MEIRION BOWEN - Articles & Publications

 

Schuller's Klee Sketches

A few years back the London Philharmonic Orchestra played Gunther Schuller's Seven Studies on themes of Paul Klee to an audience dominated by lady piano-teachers - they had come to hear Cherkassky in Rachmaninov 3 - and were discernibly successful in engaging their attention and sympathy. The LPO's Festival Hall concert on November 10 was ostensibly a repetition of this formula, except that the star attraction this time in the same programme was Korean-born Tong Il Han. Thus the audience was dominated by the oriental contingent, especially Japanese - but it didn't work so well.

For one thing, the orchestral playing in the Schuller was below par. Their ensemble was frequently ill-judged, and rhythmically there was much left to be desired. Furthermore, John Pritchard was more inclined than in the earlier performance to play the work as a suite of individual movements separated by long pauses, during which the audience fidgeted with programmes, chattered, took their coats off and generally distracted one from the music.
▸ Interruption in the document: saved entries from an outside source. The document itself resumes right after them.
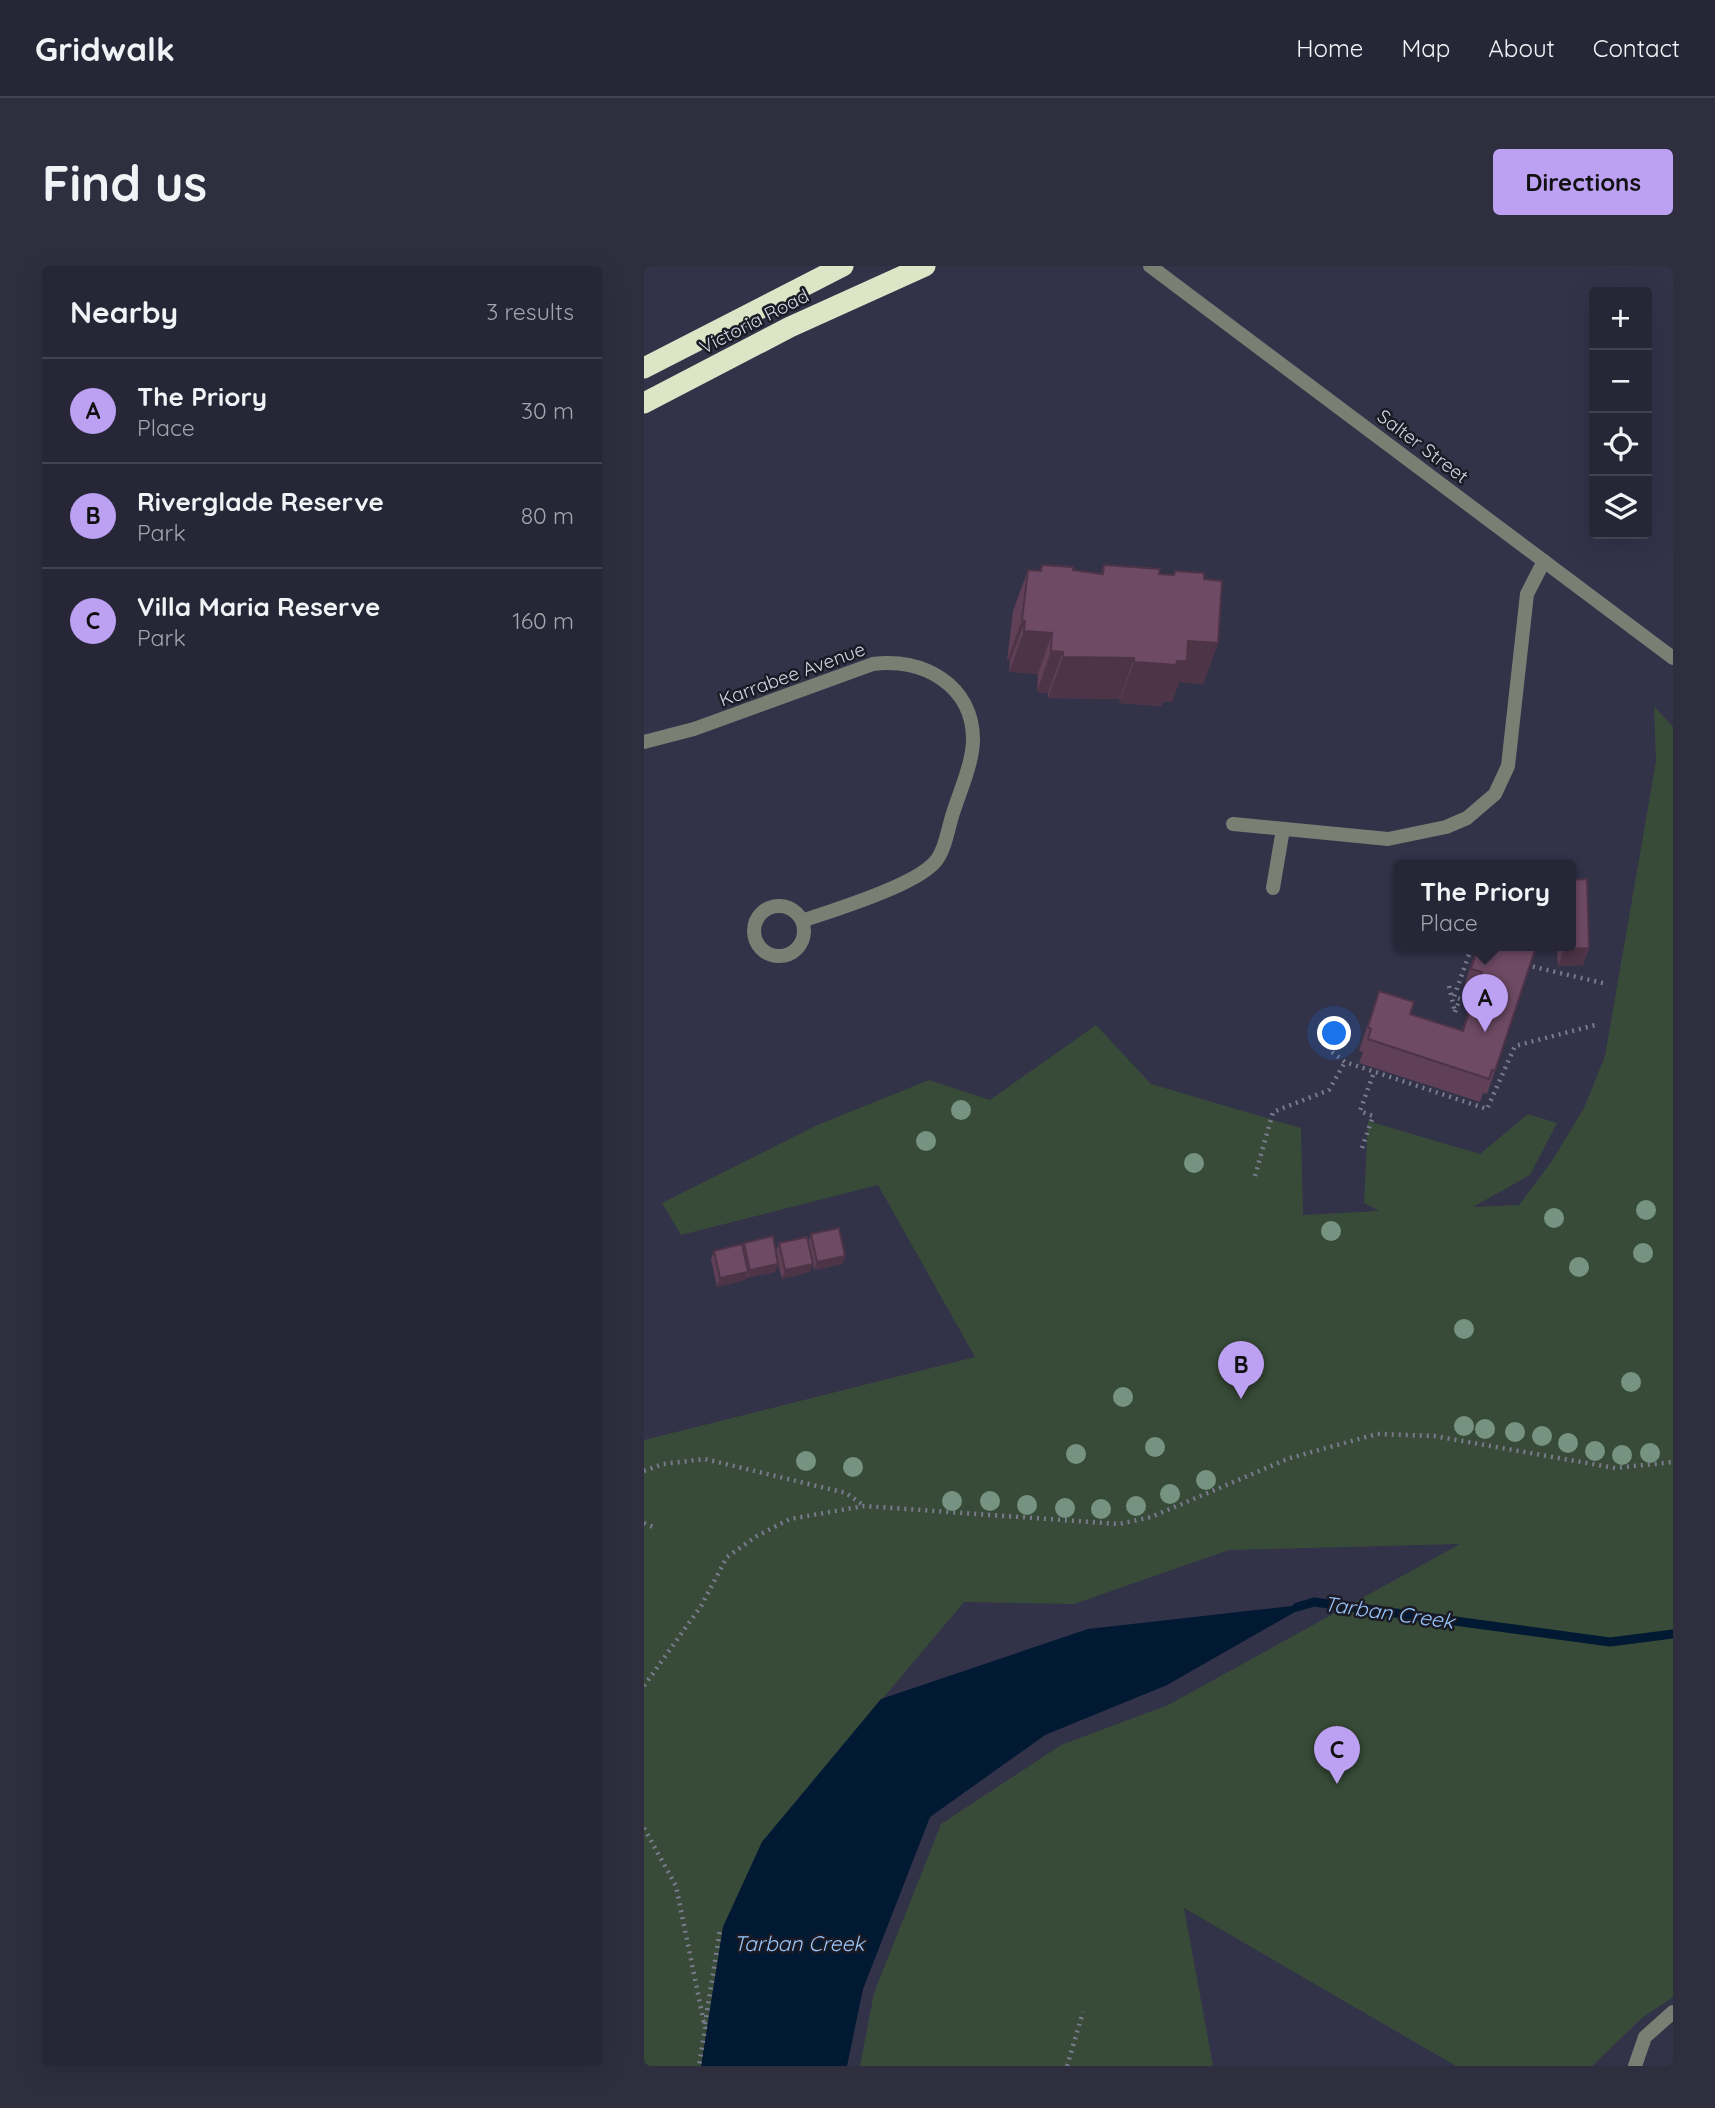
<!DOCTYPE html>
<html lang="en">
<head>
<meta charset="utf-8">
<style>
  :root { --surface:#262637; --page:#2e2e3f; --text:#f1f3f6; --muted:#a4a5ad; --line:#424352; --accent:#bca0f2 }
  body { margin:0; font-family:Quicksand,sans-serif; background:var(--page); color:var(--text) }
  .controls { position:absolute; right:21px; top:21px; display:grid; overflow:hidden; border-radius:7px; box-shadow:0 7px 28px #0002 }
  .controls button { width:63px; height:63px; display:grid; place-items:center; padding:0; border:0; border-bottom:2px solid var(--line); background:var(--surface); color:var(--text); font:35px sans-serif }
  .you { position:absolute; left:691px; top:768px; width:24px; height:24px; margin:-18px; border:5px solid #fff; border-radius:50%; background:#1a73e8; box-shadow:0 0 0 10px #1a73e833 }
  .badge { display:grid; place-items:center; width:46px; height:46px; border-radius:50%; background:var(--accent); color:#111; font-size:23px; font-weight:700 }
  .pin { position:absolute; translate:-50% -58px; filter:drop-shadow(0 2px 4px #0008) }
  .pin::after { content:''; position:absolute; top:37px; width:24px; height:21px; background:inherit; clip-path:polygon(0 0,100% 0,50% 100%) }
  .popup { position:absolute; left:750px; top:594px; width:182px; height:91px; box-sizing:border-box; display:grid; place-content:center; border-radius:7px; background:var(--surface); filter:drop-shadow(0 2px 5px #0005); font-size:23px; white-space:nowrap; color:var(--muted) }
  .popup b { font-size:26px; color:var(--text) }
  .popup::after { content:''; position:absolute; left:50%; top:100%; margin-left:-14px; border:14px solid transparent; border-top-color:var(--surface) }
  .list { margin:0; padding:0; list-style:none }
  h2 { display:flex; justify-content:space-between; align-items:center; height:91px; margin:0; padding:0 28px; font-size:30px }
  h2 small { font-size:23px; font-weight:400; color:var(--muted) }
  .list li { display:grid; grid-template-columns:46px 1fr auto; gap:21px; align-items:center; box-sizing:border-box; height:105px; padding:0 28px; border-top:2px solid var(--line) }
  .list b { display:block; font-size:26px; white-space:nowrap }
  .list p { margin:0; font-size:23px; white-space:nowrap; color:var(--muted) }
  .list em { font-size:23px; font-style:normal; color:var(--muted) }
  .icon { flex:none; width:38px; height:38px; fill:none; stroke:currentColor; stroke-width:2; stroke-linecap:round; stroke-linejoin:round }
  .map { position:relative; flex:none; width:1029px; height:1800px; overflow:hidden; border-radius:7px }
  header { display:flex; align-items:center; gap:42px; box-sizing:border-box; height:98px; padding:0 35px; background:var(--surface); border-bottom:2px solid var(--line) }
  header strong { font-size:33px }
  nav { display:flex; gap:38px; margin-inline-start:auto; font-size:24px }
  .intro { display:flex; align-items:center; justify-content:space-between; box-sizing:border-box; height:168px; padding:0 42px }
  h1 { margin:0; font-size:49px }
  .button { padding:18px 32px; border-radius:7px; background:var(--accent); color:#111; font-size:24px; font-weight:700 }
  main { display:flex; gap:42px; padding:0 42px }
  aside { flex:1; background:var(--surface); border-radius:7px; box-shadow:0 7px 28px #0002 }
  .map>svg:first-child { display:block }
  .green { fill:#384b38 }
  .water { fill:#011933 }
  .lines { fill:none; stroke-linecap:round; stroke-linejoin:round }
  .stream { stroke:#011933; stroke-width:9 }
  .path { stroke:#7a7a8d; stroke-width:4.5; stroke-dasharray:2 5; stroke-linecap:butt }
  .lane { stroke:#7b7f73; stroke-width:14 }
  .street { stroke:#7b7f73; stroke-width:14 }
  .highway { stroke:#dee5c7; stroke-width:21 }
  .tree { fill:#769381 }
  .wall { fill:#5f4056 }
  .shaded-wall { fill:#4d3446 }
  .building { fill:#6e4a64; stroke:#4d3446; stroke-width:2 }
  .labels { text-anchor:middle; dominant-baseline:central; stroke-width:5; stroke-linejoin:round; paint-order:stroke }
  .street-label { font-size:19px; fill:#d4d5e3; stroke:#1b1b25 }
  .water-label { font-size:21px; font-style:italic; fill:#99c7fd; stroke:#1b1b25 }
</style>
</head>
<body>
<header>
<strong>Gridwalk</strong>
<nav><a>Home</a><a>Map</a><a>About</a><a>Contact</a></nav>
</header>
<div class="intro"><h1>Find us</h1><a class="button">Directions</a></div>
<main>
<aside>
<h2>Nearby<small>3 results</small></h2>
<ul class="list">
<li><span class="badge">A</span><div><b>The Priory</b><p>Place</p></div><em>30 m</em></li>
<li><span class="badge">B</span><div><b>Riverglade Reserve</b><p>Park</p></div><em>80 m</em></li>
<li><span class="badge">C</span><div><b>Villa Maria Reserve</b><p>Park</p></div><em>160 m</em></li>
</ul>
</aside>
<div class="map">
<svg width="1029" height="1800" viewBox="0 0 1029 1800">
  <rect width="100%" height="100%" fill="#323249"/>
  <path class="green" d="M1010,440L1029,461V1731L998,1752L948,1800H812L540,1642L569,1800H216L230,1727L297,1558L417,1479L524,1439L816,1278L585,1284L430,1338L320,1336L118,1576L79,1661L57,1800H0V1174L331,1091L234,919L37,969L18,937L171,860L285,814L346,834L452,759L507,818L657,862L659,949L735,945L720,937L724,855L836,888L884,848L913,857L886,909L829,941L875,939L908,895L940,842L961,790L1012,495Z"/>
  <path class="water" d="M665,1338L523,1419L401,1469L286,1551L219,1723L203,1800H57L79,1661L118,1576L237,1433L444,1363Z"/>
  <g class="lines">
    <path class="stream" d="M653,1341L670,1336L966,1376L1029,1368"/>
    <path class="path" d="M882,699L963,718
      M805,720L811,746
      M811,746L816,733L810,731L828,680L837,684
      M688,786L701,796L843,843L871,780L955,758
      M718,882L729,850L716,845L730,806
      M611,910L629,846L685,824L701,796
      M0,1205L19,1198L61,1193L202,1227L219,1239
      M0,1257L9,1261
      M0,1420L57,1340L83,1291L113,1270L146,1253L220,1240L475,1258L507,1251L646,1192L733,1168L790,1170L971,1202L1029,1196
      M0,1562L32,1620L61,1762L55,1800
      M61,1758L76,1664
      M423,1800L439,1746"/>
    <path class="lane" d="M589,558L744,573L802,561L823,552L851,528L864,500L883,328L900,295
      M629,622L639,563"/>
    <path class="street" d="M506,0L1029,392
      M0,476L50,463L229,398C278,391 330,419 329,475C328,499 316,525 309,547C304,562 301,586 290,597C269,620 190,644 158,655
      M110 665a25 25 0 1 1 50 0a25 25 0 1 1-50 0Z
      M991,1800L1001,1771L1029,1746"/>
    <path class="highway" d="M0,102L199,0
      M0,137L146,61L281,0"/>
  </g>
  <g class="tree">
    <circle cx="317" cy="844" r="10"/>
    <circle cx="282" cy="875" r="10"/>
    <circle cx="550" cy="897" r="10"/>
    <circle cx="1002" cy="944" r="10"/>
    <circle cx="910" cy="952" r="10"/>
    <circle cx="687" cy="965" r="10"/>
    <circle cx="999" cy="987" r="10"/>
    <circle cx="935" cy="1001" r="10"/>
    <circle cx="820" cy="1063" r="10"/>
    <circle cx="987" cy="1116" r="10"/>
    <circle cx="479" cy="1131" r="10"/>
    <circle cx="820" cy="1160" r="10"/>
    <circle cx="841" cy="1163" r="10"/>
    <circle cx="871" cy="1166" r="10"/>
    <circle cx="898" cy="1170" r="10"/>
    <circle cx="924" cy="1177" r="10"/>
    <circle cx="511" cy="1181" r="10"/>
    <circle cx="951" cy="1185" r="10"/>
    <circle cx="1006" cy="1187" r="10"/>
    <circle cx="432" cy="1188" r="10"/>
    <circle cx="978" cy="1189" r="10"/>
    <circle cx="162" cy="1195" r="10"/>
    <circle cx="209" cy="1201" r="10"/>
    <circle cx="562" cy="1214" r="10"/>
    <circle cx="526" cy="1228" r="10"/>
    <circle cx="308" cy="1235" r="10"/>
    <circle cx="346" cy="1235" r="10"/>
    <circle cx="383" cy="1239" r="10"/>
    <circle cx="492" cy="1240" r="10"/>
    <circle cx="421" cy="1242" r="10"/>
    <circle cx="457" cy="1243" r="10"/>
  </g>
  <path class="wall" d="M398,299L457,308L460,299L515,308L529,309L531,305L560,313L574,377L559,418L535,416L528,436H519L517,440L475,437L476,433L404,432V427L393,426L394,408L365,406L366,395H363L369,345L384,304L396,305Z
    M833,680H890L851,805L843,828L839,827L836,836L715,797L719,786L715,785L735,725L766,748L818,765L829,730L818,727Z
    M913,680H927L945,682L939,699L914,700Z
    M167,968L201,990L198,998L170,1004L169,998L165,1006L138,1013L134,998L131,1006L103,1012V1009L101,1014L73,1021L67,993L70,985L98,982L100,977L132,985L135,977H164Z"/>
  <path class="shaded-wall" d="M378,354L381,355L366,395H363Z
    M380,365L408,367L394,408L365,406Z
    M544,375L574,377L559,418L535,416L528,436H519L517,440L475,437L490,396L533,395Z
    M407,385L419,386L404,427L393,426Z
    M419,391L490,392L476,433L404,432Z
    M945,682L939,699L914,700L920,683Z
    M201,990L198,998L170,1004L173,996Z
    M134,998L131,1006L103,1012L106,1004Z
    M169,998L165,1006L138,1013L141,1004Z
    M104,1006L101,1014L73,1021L76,1012Z"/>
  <path class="building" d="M398,299L429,301V304L459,308L460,299L516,303L515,308L530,309L531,305L560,307V313L578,315L574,377L544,375L543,395H533L532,399L490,396V392L419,391V386L407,385L408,367L380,365L381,355L378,354L384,304L397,305Z
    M943,613L945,682L920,683V680H927V614Z
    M834,680L892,681L851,805L848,804L845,813L724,773L727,763L724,761L735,725L770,736L766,748L819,765L838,706L827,703Z
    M195,962L201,990L173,996L167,968Z
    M129,970L134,998L106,1004L100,977Z
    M163,971L169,998L141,1004L135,977Z
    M98,978L104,1006L76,1012L70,985Z"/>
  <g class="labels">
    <g class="street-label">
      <text transform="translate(110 55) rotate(-27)">Victoria Road</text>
      <text transform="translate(779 180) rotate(37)">Salter Street</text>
      <text transform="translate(148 408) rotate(-20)">Karrabee Avenue</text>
    </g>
    <g class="water-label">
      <text transform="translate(745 1346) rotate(8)">Tarban Creek</text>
      <text x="155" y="1677">Tarban Creek</text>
    </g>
  </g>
</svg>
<div class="controls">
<button>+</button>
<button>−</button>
<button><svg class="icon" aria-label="locate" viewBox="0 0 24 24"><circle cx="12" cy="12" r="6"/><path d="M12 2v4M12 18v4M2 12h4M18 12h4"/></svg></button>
<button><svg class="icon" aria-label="layers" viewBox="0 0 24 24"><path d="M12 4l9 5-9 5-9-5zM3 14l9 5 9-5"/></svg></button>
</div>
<div class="you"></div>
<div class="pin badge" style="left:841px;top:766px">A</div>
<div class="popup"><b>The Priory</b>Place</div>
<div class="pin badge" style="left:597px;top:1133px">B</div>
<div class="pin badge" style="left:693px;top:1518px">C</div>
</div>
</main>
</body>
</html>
The work does demonstrably hang together well, in spite of its wide idiomatic range. The seven movements are pivoted around the third and sixth - Little Blue Devil and Arab Village. The former acts as focal point for the expressionistic violence of Antique Harmonies (which incorporates a repeated 14th-century cadence) and An Eerie Moment, and the pointillist textures of Abstract Trio and The Twittering Machine. Little Blue Devil is indeed a typical piece of 'third-stream jazz' - whose label and integrative principles originated with Schuller - relating closely similar modes of attack, scoring and expressive ambivalence. Arab Village is the internal reference point for all the static elements in the music, many of which feature in the final Pastorale, and this is the longest movement. It is static, meditative, restful in effect, fixing the listener's attention on a succession of Arab folk-themes played by off-stage flute and on-stage oboe and drums. We are here at 'the still point of a turning world', for the work as a whole is like a piece of mobile sculpture, all one entity, yet constantly presenting a different aspect. Just as Klee's pictures have an abstract base that overlaps into the figurative, so Schuller's musical counterpart spills over into onomatopoeia. In sum, a highly successful translation of visual experience into comparable yet independent aural experience.

It was rewarding to hear Schuller's Seven Studies again - we hear the work all too seldom, and we encounter little enough Schuller anyway - so I hope that on future occasions the LPO will allot more rehearsal to it, and possibly place it in a context where it is not so obviously the tiny pill to be swallowed with a basinful of sugar.